To do: Could you repeat, exactly and with no pictures, only the lines from the start of the records through the line containing "0 #75624e) drop-shadow(-1px"?

Data for this task:
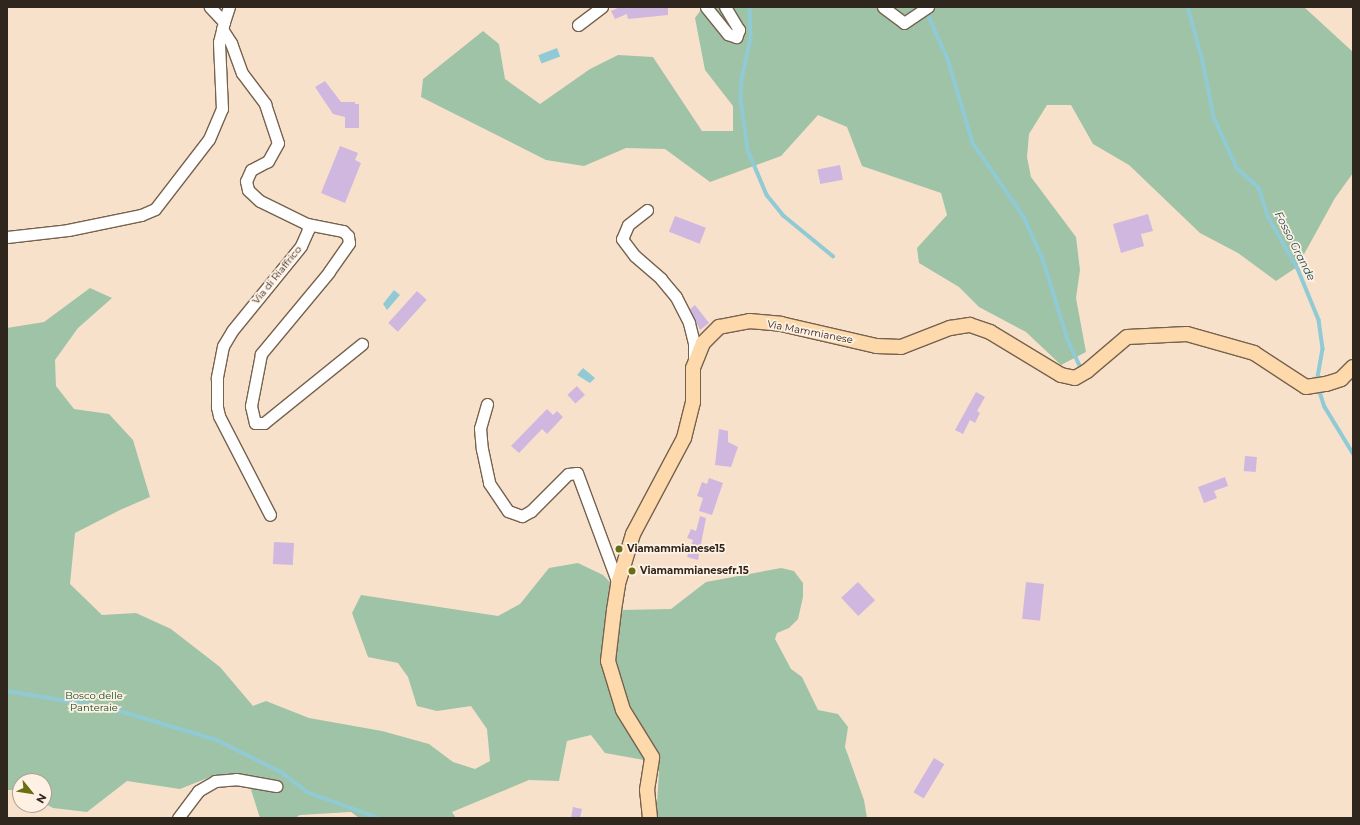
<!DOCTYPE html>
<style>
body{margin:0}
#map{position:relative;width:1360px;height:825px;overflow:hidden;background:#f8e1cb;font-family:Montserrat,sans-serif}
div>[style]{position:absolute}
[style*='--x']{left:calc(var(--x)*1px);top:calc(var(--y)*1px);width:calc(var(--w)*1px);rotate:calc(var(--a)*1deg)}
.green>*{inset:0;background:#9fc3a6}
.water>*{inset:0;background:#90cad4;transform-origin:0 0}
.stream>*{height:3.5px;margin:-1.75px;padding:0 1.75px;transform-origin:1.75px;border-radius:1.75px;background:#90cad4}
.building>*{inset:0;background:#d0b7e0;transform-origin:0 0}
.roads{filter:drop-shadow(1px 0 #75624e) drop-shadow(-1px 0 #75624e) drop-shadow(0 1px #75624e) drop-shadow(0 -1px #75624e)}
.minor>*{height:11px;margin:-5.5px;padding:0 5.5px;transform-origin:5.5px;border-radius:5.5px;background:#fff}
.major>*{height:14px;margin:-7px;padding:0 7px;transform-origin:7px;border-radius:7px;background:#fdd9ab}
.dots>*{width:11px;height:11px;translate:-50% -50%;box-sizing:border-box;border:2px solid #fef0e3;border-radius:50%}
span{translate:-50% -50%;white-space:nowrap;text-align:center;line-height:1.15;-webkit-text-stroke:3.5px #fef0e3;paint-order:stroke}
.street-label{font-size:10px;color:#2f261e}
.poi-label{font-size:10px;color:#2f261e;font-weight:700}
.left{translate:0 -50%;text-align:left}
.park-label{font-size:10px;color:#0e4d24}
.water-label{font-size:11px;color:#164a52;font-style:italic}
.frame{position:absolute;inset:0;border:8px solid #2f261e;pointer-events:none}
.north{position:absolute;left:12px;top:773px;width:40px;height:40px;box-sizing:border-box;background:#fef0e3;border:1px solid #ab9f94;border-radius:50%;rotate:120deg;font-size:11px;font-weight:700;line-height:16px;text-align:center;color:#2f261e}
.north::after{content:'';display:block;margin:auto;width:14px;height:18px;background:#6a6e12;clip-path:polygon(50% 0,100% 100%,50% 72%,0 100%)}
</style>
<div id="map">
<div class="green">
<div style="clip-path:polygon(703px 7px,1304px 7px,1353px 52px,1353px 173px,1335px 198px,1297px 267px,1276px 281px,1238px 253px,1200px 233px,1129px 165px,1093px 144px,1071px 105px,1047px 105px,1029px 134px,1027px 157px,1031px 177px,1076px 237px,1080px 270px,1076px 298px,1086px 352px,1061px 365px,1026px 332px,979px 307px,959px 287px,919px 263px,917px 248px,947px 215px,941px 193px,862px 166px,847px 127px,818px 115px,781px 156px,710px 182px,665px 149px,626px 148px,584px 166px,546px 160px,421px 97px,423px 79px,483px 31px,499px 44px,505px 79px,540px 104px,590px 69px,618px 55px,653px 57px,702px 131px,733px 131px,733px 106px,705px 70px,695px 18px)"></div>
<div style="clip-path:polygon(90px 288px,112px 298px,78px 328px,55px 360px,56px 386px,74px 409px,109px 414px,133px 440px,150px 497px,120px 510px,75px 533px,70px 584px,102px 615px,136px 613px,171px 629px,220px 667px,253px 706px,266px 701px,309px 718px,382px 731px,429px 744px,453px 762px,475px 769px,490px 761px,487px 729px,471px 706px,437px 711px,417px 706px,408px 677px,398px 663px,368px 657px,352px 613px,361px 595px,498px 616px,520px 604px,549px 568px,578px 563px,603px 575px,613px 585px,605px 667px,644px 760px,605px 753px,591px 735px,567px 741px,559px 781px,529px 780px,452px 812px,456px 818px,359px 818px,351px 812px,300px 815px,295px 818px,260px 818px,246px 774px,215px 775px,180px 789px,127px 781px,87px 812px,53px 808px,44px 803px,44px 781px,20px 781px,20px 790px,7px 790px,7px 328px,44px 322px)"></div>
<div style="clip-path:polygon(781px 568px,794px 571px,803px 583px,803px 597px,798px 619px,789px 628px,777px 633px,775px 639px,791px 669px,802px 677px,818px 710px,838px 714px,848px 727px,845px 747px,864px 800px,867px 818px,656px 818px,659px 772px,653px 745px,625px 697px,616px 658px,619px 610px,671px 609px,706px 582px)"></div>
</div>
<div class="water">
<div style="left:557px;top:48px;width:9px;height:20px;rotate:69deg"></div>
<div style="clip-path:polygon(394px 290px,400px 295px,387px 310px,383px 304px)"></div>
<div style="clip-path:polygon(583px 368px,595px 378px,590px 383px,577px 375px)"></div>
</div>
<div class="stream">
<div style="--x:750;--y:7;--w:31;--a:88"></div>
<div style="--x:751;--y:38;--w:43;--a:102.1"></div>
<div style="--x:742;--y:80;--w:19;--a:93"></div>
<div style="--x:741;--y:99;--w:51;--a:82.2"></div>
<div style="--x:748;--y:150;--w:49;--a:67.1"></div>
<div style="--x:767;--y:195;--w:26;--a:51"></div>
<div style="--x:783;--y:215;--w:65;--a:39.4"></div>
<div style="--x:1188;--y:7;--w:52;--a:74.4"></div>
<div style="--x:1202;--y:57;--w:61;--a:78.7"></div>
<div style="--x:1214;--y:117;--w:56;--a:65.7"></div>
<div style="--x:1237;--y:168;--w:30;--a:42"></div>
<div style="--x:1259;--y:188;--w:32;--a:72"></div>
<div style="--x:1269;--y:218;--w:59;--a:60.4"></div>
<div style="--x:1298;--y:269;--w:55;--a:67.6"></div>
<div style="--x:1319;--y:320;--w:29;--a:82"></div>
<div style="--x:1323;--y:349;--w:35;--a:100"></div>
<div style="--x:926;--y:10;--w:54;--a:65.8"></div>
<div style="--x:948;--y:59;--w:88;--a:73.4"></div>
<div style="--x:973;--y:143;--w:90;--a:55.4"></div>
<div style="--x:1024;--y:217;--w:46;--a:65.7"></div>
<div style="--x:1043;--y:259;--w:85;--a:72.8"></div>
<div style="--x:1068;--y:340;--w:29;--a:65"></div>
<div style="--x:1319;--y:389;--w:19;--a:72"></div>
<div style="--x:1325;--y:407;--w:54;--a:58.7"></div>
<div style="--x:7;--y:691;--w:108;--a:9.6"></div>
<div style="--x:113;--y:709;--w:109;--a:16.6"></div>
<div style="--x:217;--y:740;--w:72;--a:26.6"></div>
<div style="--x:281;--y:772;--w:35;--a:37"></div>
<div style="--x:309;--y:793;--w:74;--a:19.7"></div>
</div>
<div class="building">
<div style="clip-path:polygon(620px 7px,668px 7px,668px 15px,628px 19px,627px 14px,615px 19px,611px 11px)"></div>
<div style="clip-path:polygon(325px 81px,341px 102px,355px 102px,355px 104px,359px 104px,359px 128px,345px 128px,345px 117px,333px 114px,315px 87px)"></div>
<div style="clip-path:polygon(340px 146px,358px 153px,355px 160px,361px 163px,345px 203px,321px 193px)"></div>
<div style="left:840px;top:165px;width:15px;height:23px;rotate:79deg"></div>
<div style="clip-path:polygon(1148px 214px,1153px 231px,1141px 234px,1144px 246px,1121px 253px,1113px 224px)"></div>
<div style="left:675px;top:216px;width:33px;height:17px;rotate:21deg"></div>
<div style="left:417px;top:291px;width:13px;height:43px;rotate:42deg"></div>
<div style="clip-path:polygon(695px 305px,709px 323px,700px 330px,690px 309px)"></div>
<div style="left:577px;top:386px;width:12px;height:13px;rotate:48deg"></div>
<div style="clip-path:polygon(976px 392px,985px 397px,977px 411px,980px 413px,975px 423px,970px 420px,963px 434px,955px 430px)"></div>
<div style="clip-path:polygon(547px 409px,553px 415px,557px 411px,563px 417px,547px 434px,542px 429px,519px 453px,511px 446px)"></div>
<div style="clip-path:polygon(719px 429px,728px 431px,728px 442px,738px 447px,731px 467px,715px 465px)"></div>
<div style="left:1245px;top:456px;width:12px;height:15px;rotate:5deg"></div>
<div style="clip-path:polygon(1225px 477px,1228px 486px,1214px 491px,1217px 498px,1204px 503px,1198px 487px)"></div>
<div style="clip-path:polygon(709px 478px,723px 483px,712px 515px,699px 511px,703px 498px,697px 496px,702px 482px,707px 484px)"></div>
<div style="clip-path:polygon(700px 516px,706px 518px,698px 560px,687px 557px,693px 540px,687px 538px,691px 529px,696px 531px)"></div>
<div style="left:274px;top:542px;width:20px;height:22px;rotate:3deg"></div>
<div style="left:858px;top:582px;width:25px;height:23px;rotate:47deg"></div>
<div style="left:1026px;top:582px;width:18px;height:37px;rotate:6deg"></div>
<div style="left:934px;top:758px;width:12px;height:40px;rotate:31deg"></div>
<div style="clip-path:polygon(573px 807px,582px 809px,580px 818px,571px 818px)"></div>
</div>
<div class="roads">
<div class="minor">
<div style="--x:706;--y:7;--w:35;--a:51"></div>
<div style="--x:728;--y:34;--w:9;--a:21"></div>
<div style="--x:736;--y:37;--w:8;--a:-67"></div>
<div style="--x:739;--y:30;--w:27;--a:-121"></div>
<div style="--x:883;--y:7;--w:26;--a:37"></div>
<div style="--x:904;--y:23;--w:29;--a:-34"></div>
<div style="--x:224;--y:22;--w:16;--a:-72"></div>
<div style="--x:578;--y:25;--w:30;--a:-37"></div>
<div style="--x:222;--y:29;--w:17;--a:57"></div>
<div style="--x:231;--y:43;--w:32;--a:70"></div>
<div style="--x:242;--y:73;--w:39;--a:53"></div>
<div style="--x:265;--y:104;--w:41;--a:71.6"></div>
<div style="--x:278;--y:143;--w:21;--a:119"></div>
<div style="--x:268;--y:161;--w:19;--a:152"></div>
<div style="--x:251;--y:170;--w:12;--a:114"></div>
<div style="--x:246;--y:181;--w:9;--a:77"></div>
<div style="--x:248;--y:190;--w:16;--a:43"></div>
<div style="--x:260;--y:201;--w:52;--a:26.1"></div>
<div style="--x:307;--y:224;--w:6;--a:81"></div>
<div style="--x:308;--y:230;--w:17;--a:114"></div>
<div style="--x:301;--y:246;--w:109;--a:129.1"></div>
<div style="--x:232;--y:331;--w:17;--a:121"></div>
<div style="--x:223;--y:346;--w:33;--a:101"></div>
<div style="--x:217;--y:378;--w:29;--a:90"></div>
<div style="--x:217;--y:407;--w:9;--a:77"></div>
<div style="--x:219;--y:416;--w:111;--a:62.7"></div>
<div style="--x:647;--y:210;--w:24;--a:142"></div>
<div style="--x:628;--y:225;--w:15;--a:113"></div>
<div style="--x:622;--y:239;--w:21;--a:53"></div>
<div style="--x:635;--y:256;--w:35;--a:41"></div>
<div style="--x:661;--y:279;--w:23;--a:50"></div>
<div style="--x:676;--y:297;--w:29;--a:63"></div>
<div style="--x:689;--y:323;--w:21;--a:76"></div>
<div style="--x:694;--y:343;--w:19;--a:90"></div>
<div style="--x:307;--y:224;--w:37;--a:11"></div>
<div style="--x:343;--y:231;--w:7;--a:45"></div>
<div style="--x:348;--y:236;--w:7;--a:82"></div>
<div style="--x:349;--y:243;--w:35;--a:125"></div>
<div style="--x:329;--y:272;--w:107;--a:129.7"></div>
<div style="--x:261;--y:354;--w:53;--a:100.9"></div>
<div style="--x:251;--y:406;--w:17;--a:77"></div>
<div style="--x:255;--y:423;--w:9;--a:0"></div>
<div style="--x:264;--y:423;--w:126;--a:-38.9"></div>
<div style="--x:7;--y:237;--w:61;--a:-6.5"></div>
<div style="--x:68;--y:230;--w:75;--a:-11.6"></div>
<div style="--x:141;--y:215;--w:15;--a:-23"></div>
<div style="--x:155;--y:209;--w:88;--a:-52.4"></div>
<div style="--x:209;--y:139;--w:33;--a:-67"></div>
<div style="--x:222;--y:109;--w:67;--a:-92.6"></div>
<div style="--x:219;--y:42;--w:21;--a:-76"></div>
<div style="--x:224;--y:22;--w:21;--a:-133"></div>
<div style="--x:487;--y:404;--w:25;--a:106"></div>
<div style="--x:480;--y:428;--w:21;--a:85"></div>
<div style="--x:482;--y:449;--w:35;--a:78"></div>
<div style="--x:489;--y:483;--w:34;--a:56"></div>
<div style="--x:508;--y:511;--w:15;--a:20"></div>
<div style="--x:522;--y:516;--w:10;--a:-29"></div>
<div style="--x:531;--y:511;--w:52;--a:-45"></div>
<div style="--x:568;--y:474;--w:9;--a:-6"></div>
<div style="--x:577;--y:473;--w:118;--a:69.7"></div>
<div style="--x:178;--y:818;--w:34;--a:-53"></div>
<div style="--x:198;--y:791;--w:20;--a:-30"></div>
<div style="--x:215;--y:781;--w:21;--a:-5"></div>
<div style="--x:236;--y:779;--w:41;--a:9.9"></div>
</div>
<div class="major">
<div style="--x:650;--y:818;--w:28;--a:-96"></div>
<div style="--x:647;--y:790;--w:33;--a:-81"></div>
<div style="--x:652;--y:757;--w:55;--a:-121.7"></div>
<div style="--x:623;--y:710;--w:51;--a:-107"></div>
<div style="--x:608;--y:661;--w:51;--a:-83.3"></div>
<div style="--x:614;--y:610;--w:26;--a:-81"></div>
<div style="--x:618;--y:584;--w:52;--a:-73.3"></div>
<div style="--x:633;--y:534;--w:109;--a:-62"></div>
<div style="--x:684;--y:438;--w:37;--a:-76"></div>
<div style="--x:693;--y:402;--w:34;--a:-90"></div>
<div style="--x:693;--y:368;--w:27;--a:-68"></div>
<div style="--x:703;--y:343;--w:23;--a:-45"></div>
<div style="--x:719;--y:327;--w:31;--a:-11"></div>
<div style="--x:749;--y:321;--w:32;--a:5"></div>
<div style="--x:781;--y:324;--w:98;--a:13"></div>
<div style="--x:876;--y:346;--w:25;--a:2"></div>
<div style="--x:901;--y:347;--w:53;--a:-21.2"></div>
<div style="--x:950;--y:328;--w:20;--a:-9"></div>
<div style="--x:970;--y:325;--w:21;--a:19"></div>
<div style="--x:990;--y:332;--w:83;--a:31.2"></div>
<div style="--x:1061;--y:375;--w:14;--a:12"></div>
<div style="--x:1075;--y:378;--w:14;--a:-30"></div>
<div style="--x:1087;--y:371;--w:52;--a:-40.4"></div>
<div style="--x:1127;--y:337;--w:60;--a:-2.9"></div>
<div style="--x:1187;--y:334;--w:70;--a:15.8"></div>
<div style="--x:1254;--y:353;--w:62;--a:33.2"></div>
<div style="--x:1306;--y:387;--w:20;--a:-9"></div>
<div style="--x:1326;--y:384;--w:16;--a:-18"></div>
<div style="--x:1341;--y:379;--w:17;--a:-45"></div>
</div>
</div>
<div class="dots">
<div style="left:619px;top:549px;background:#6a6e12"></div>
<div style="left:632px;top:571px;background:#6a6e12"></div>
</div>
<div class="street-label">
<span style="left:277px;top:275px;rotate:-51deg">Via di Riaffrico</span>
<span style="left:810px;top:332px;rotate:11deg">Via Mammianese</span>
</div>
<div class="poi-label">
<span class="left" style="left:627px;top:549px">Viamammianese15</span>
<span class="left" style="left:640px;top:571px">Viamammianesefr.15</span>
</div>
<div class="park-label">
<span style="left:94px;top:701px">Bosco delle<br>Panteraie</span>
</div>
<div class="water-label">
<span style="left:1295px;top:246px;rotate:63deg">Fosso Grande</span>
</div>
<div class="frame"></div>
<div class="north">N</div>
</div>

The answer:
<!DOCTYPE html>
<style>
body{margin:0}
#map{position:relative;width:1360px;height:825px;overflow:hidden;background:#f8e1cb;font-family:Montserrat,sans-serif}
div>[style]{position:absolute}
[style*='--x']{left:calc(var(--x)*1px);top:calc(var(--y)*1px);width:calc(var(--w)*1px);rotate:calc(var(--a)*1deg)}
.green>*{inset:0;background:#9fc3a6}
.water>*{inset:0;background:#90cad4;transform-origin:0 0}
.stream>*{height:3.5px;margin:-1.75px;padding:0 1.75px;transform-origin:1.75px;border-radius:1.75px;background:#90cad4}
.building>*{inset:0;background:#d0b7e0;transform-origin:0 0}
.roads{filter:drop-shadow(1px 0 #75624e) drop-shadow(-1px 0 #75624e) drop-shadow(0 1px #75624e) drop-shadow(0 -1px #75624e)}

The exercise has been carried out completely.